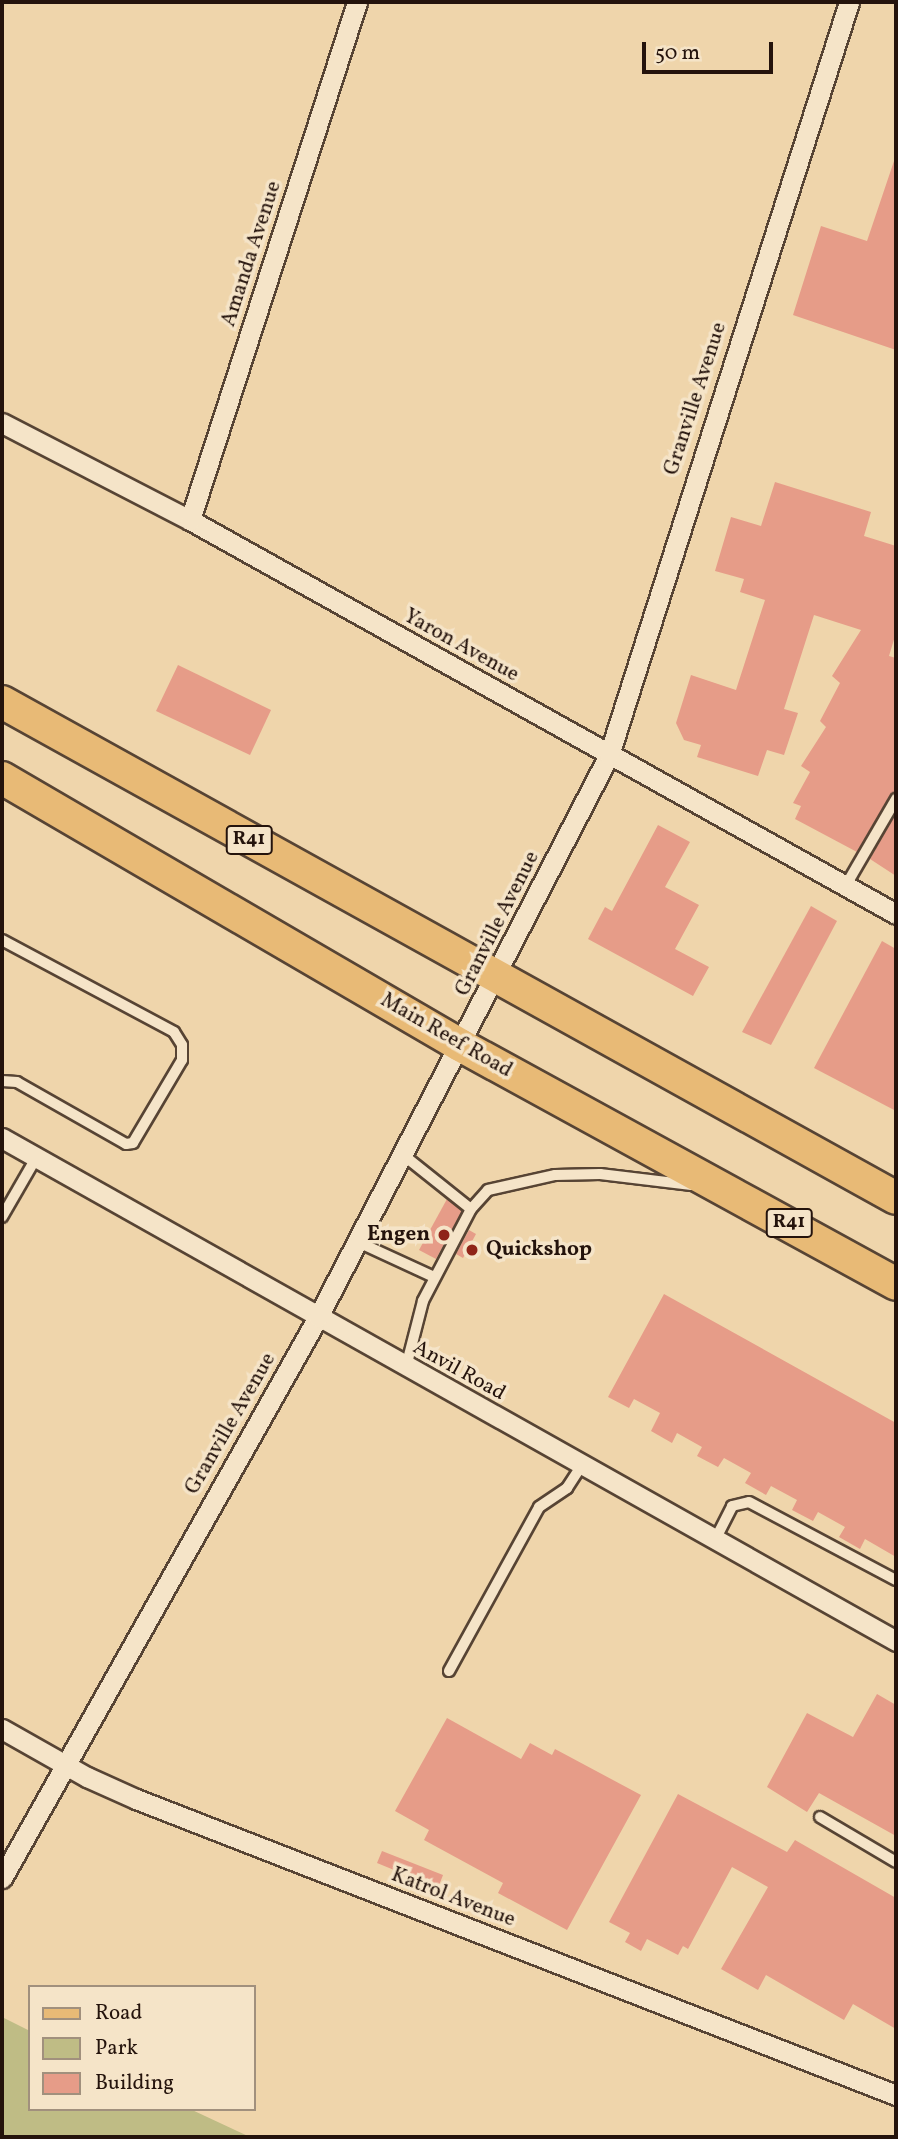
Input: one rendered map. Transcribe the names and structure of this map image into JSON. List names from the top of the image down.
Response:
{
  "streets": {
    "main road": ["R41", "Main Reef Road"],
    "street": [
      "Amanda Avenue",
      "Granville Avenue",
      "Yaron Avenue",
      "Anvil Road",
      "Katrol Avenue"
    ]
  },
  "crossings": [
    ["Amanda Avenue", "Yaron Avenue"],
    ["Granville Avenue", "Yaron Avenue"],
    ["Granville Avenue", "R41"],
    ["Granville Avenue", "Main Reef Road"],
    ["Granville Avenue", "Anvil Road"],
    ["Granville Avenue", "Katrol Avenue"]
  ],
  "places": ["Engen", "Quickshop"],
  "legend": ["Road", "Park", "Building"],
  "scale_bar": "50 m"
}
--
▶ _WHAT YOU ARE ASKED TO DO_
Could you output every record above exactly as it appears, without the pictures?

▶ _TASK RESPONSE_
Input: one rendered map. Transcribe the names and structure of this map image into JSON. List names from the top of the image down.
Response:
{
  "streets": {
    "main road": ["R41", "Main Reef Road"],
    "street": [
      "Amanda Avenue",
      "Granville Avenue",
      "Yaron Avenue",
      "Anvil Road",
      "Katrol Avenue"
    ]
  },
  "crossings": [
    ["Amanda Avenue", "Yaron Avenue"],
    ["Granville Avenue", "Yaron Avenue"],
    ["Granville Avenue", "R41"],
    ["Granville Avenue", "Main Reef Road"],
    ["Granville Avenue", "Anvil Road"],
    ["Granville Avenue", "Katrol Avenue"]
  ],
  "places": ["Engen", "Quickshop"],
  "legend": ["Road", "Park", "Building"],
  "scale_bar": "50 m"
}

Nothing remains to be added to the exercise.